What to do:
If an entry holds an image, leave that image out and transcribe everything else exactly.

Available data:
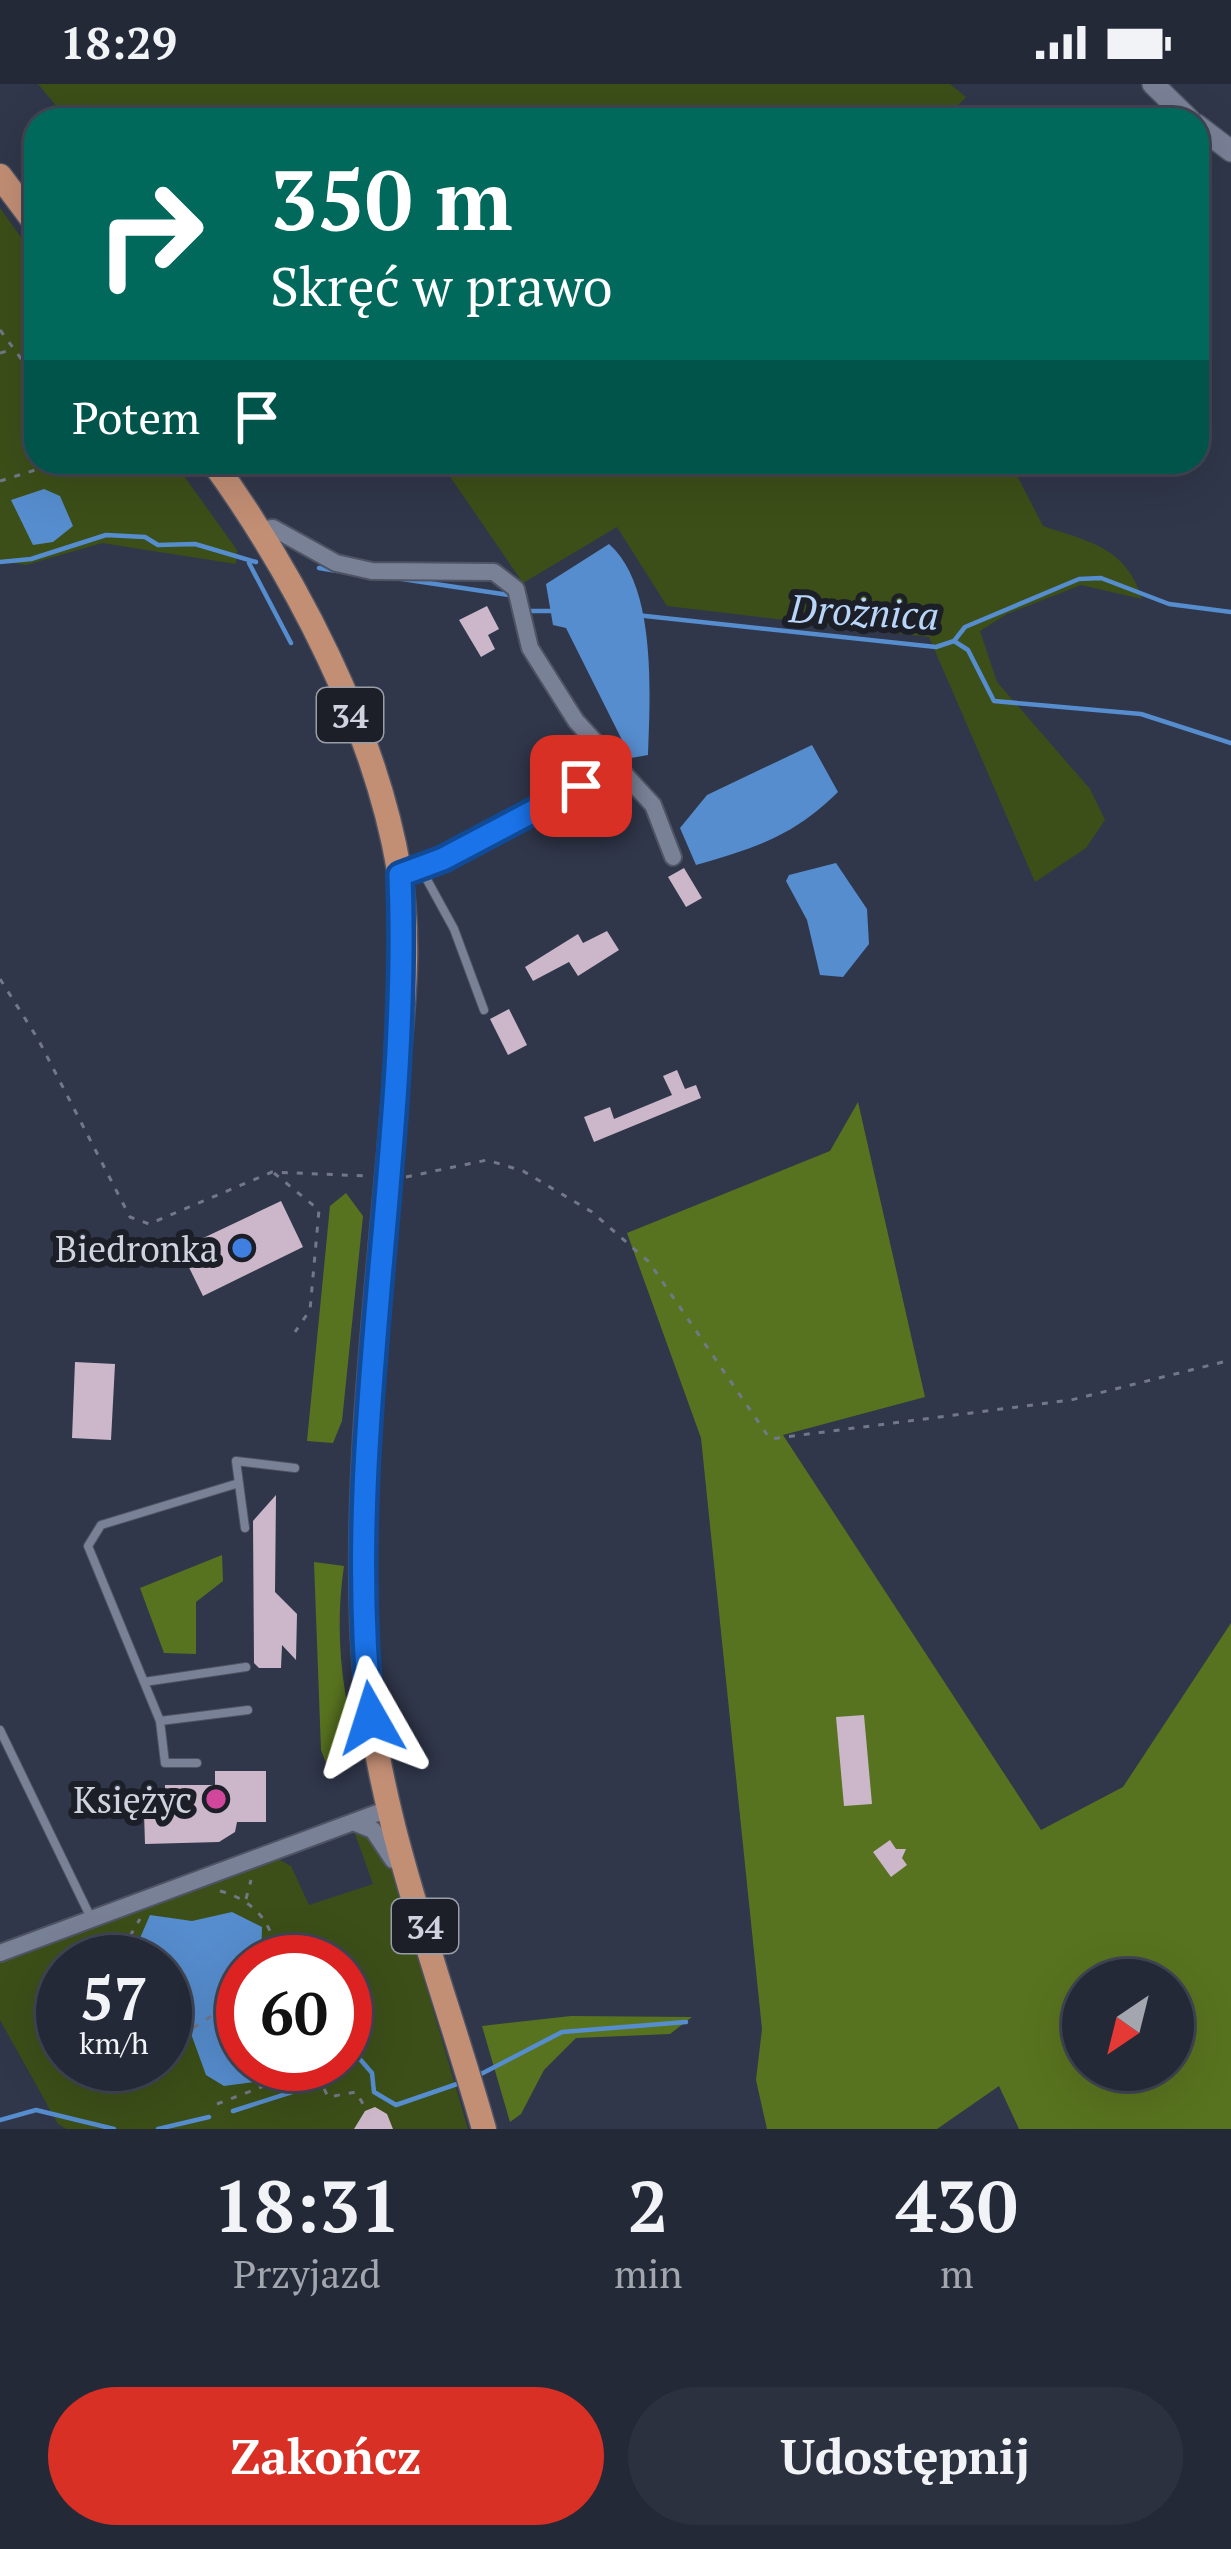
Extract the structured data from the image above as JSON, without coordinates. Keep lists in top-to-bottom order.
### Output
{
  "streets": {
    "main road": ["34"]
  },
  "water": ["Drożnica"],
  "places": ["Biedronka", "Księżyc"],
  "north": "bottom left",
  "page": {
    "status": "18:29",
    "turn": ["350 m", "Skręć w prawo"],
    "then": "Potem",
    "speed": "57 km/h",
    "limit": "60",
    "eta": [
      "18:31",
      "Przyjazd",
      "2",
      "min",
      "430",
      "m"
    ],
    "buttons": ["Zakończ", "Udostępnij"]
  }
}
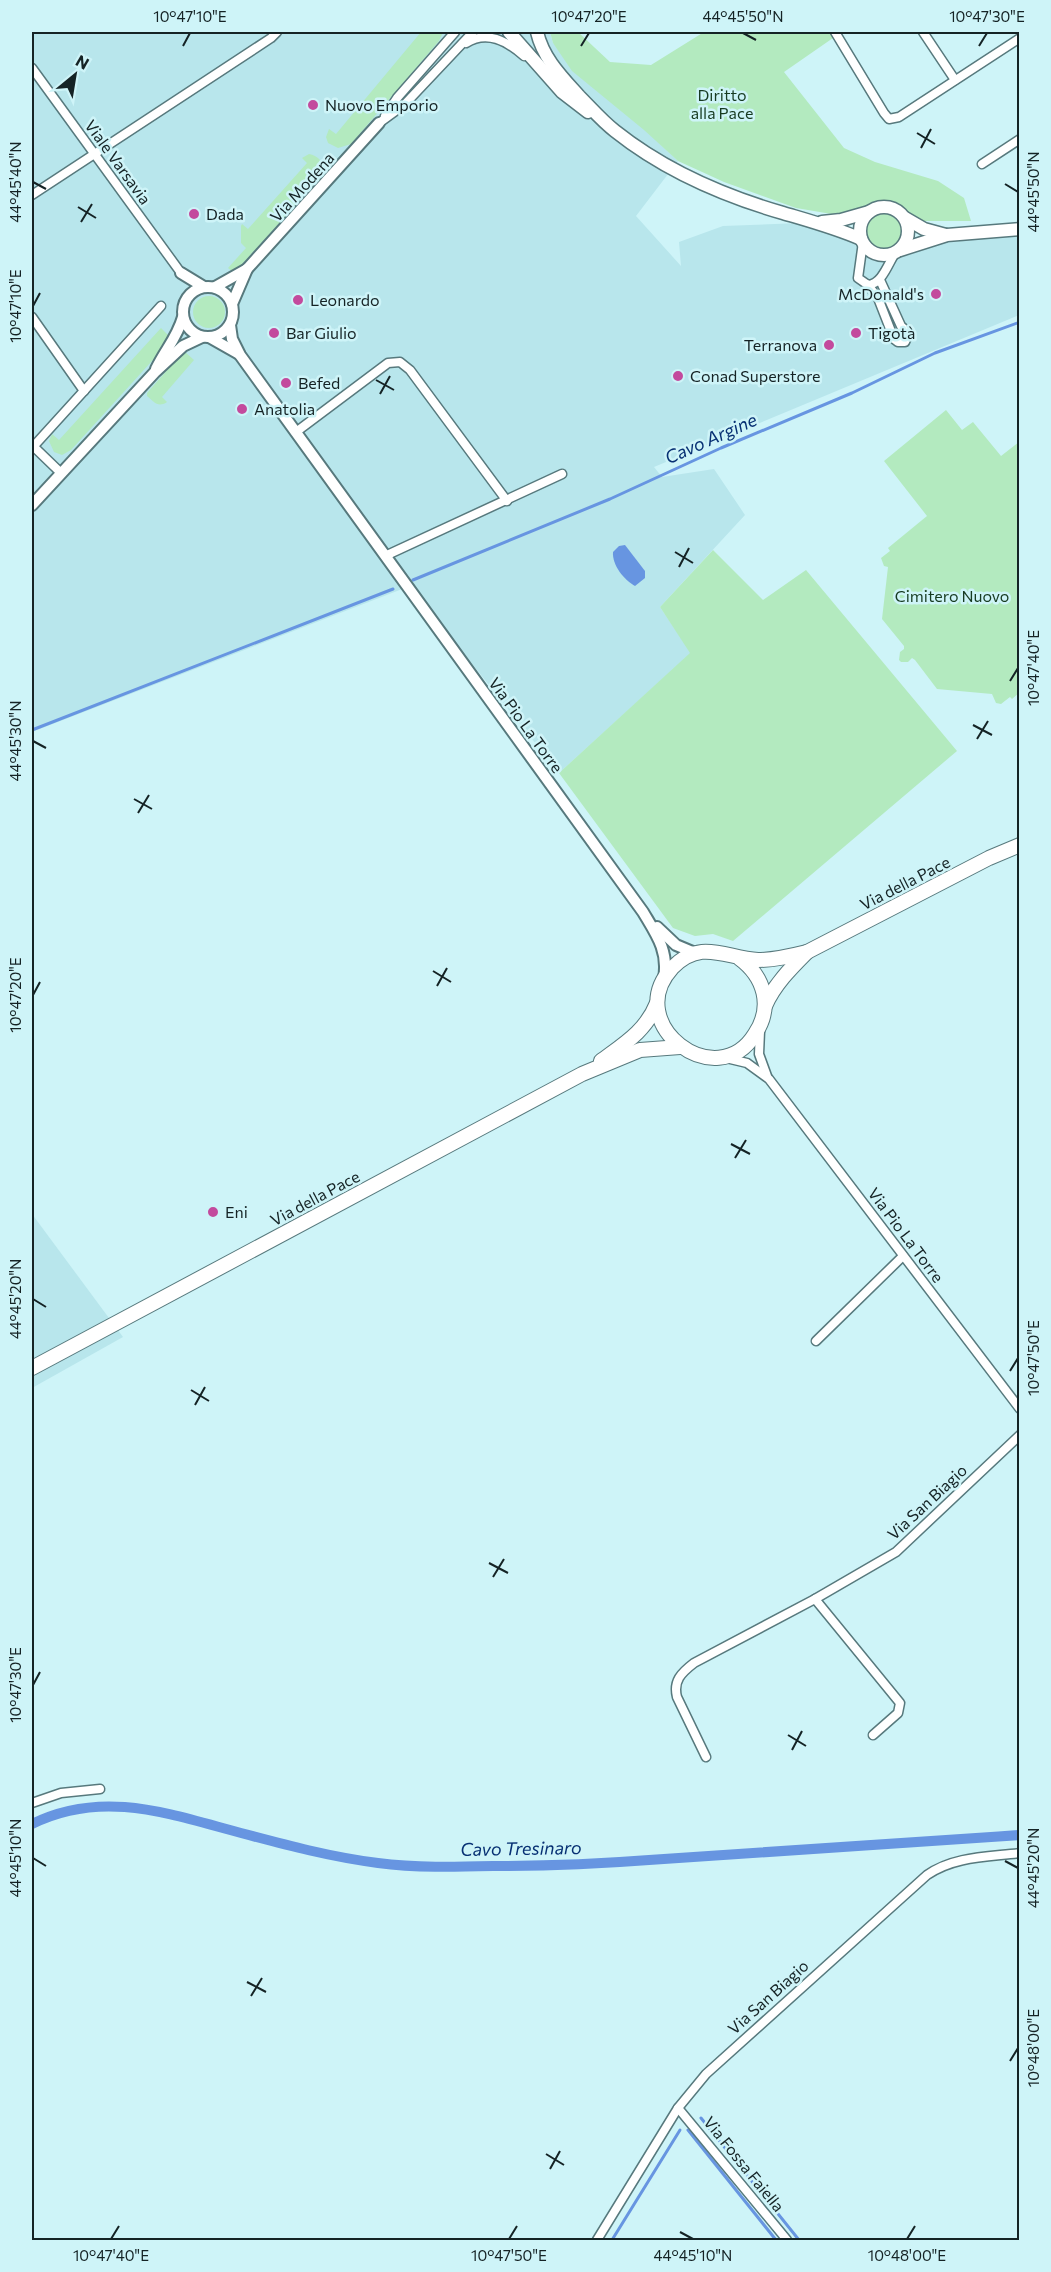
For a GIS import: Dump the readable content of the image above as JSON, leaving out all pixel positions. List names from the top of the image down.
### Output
{
  "streets": {
    "main road": ["Via della Pace"],
    "street": [
      "Viale Varsavia",
      "Via Modena",
      "Via Pio La Torre",
      "Via San Biagio",
      "Via Fossa Faiella"
    ]
  },
  "crossings": [
    ["Viale Varsavia", "Via Modena"],
    ["Viale Varsavia", "Via Pio La Torre"],
    ["Via Modena", "Via Pio La Torre"],
    ["Via Pio La Torre", "Via della Pace"],
    ["Via San Biagio", "Via Fossa Faiella"]
  ],
  "water": ["Cavo Argine", "Cavo Tresinaro"],
  "parks": ["Diritto alla Pace", "Cimitero Nuovo"],
  "places": [
    "Nuovo Emporio",
    "Dada",
    "McDonald's",
    "Leonardo",
    "Bar Giulio",
    "Tigotà",
    "Terranova",
    "Conad Superstore",
    "Befed",
    "Anatolia",
    "Eni"
  ],
  "north": "top right",
  "coordinates": [
    "10°47'10\"E",
    "10°47'20\"E",
    "44°45'50\"N",
    "10°47'30\"E",
    "44°45'40\"N",
    "10°47'40\"E",
    "44°45'30\"N",
    "44°45'20\"N",
    "10°47'50\"E",
    "44°45'10\"N",
    "10°48'00\"E"
  ]
}
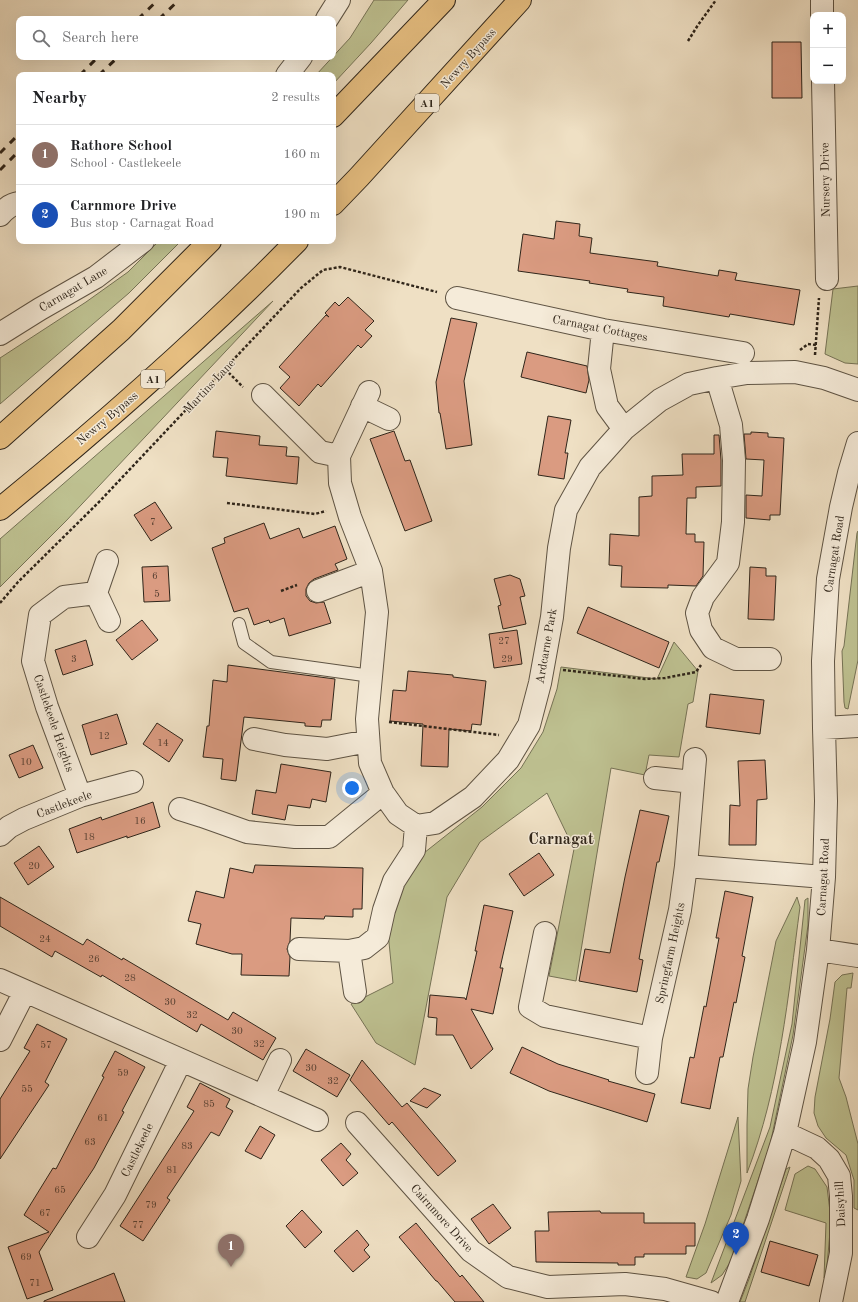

Answer section:
Extract the structured data from the image above as JSON, without coordinates. Keep lists in top-to-bottom order.
### Output
{
  "streets": {
    "main road": ["34"]
  },
  "water": ["Drożnica"],
  "places": ["Biedronka", "Księżyc"],
  "north": "bottom left",
  "page": {
    "status": "18:29",
    "turn": ["350 m", "Skręć w prawo"],
    "then": "Potem",
    "speed": "57 km/h",
    "limit": "60",
    "eta": [
      "18:31",
      "Przyjazd",
      "2",
      "min",
      "430",
      "m"
    ],
    "buttons": ["Zakończ", "Udostępnij"]
  }
}
For a GIS import: Dump the readable content of the image above as JSON, leaving out all pixel positions. List names from the top of the image down.
### Output
{
  "streets": {
    "main road": ["Via della Pace"],
    "street": [
      "Viale Varsavia",
      "Via Modena",
      "Via Pio La Torre",
      "Via San Biagio",
      "Via Fossa Faiella"
    ]
  },
  "crossings": [
    ["Viale Varsavia", "Via Modena"],
    ["Viale Varsavia", "Via Pio La Torre"],
    ["Via Modena", "Via Pio La Torre"],
    ["Via Pio La Torre", "Via della Pace"],
    ["Via San Biagio", "Via Fossa Faiella"]
  ],
  "water": ["Cavo Argine", "Cavo Tresinaro"],
  "parks": ["Diritto alla Pace", "Cimitero Nuovo"],
  "places": [
    "Nuovo Emporio",
    "Dada",
    "McDonald's",
    "Leonardo",
    "Bar Giulio",
    "Tigotà",
    "Terranova",
    "Conad Superstore",
    "Befed",
    "Anatolia",
    "Eni"
  ],
  "north": "top right",
  "coordinates": [
    "10°47'10\"E",
    "10°47'20\"E",
    "44°45'50\"N",
    "10°47'30\"E",
    "44°45'40\"N",
    "10°47'40\"E",
    "44°45'30\"N",
    "44°45'20\"N",
    "10°47'50\"E",
    "44°45'10\"N",
    "10°48'00\"E"
  ]
}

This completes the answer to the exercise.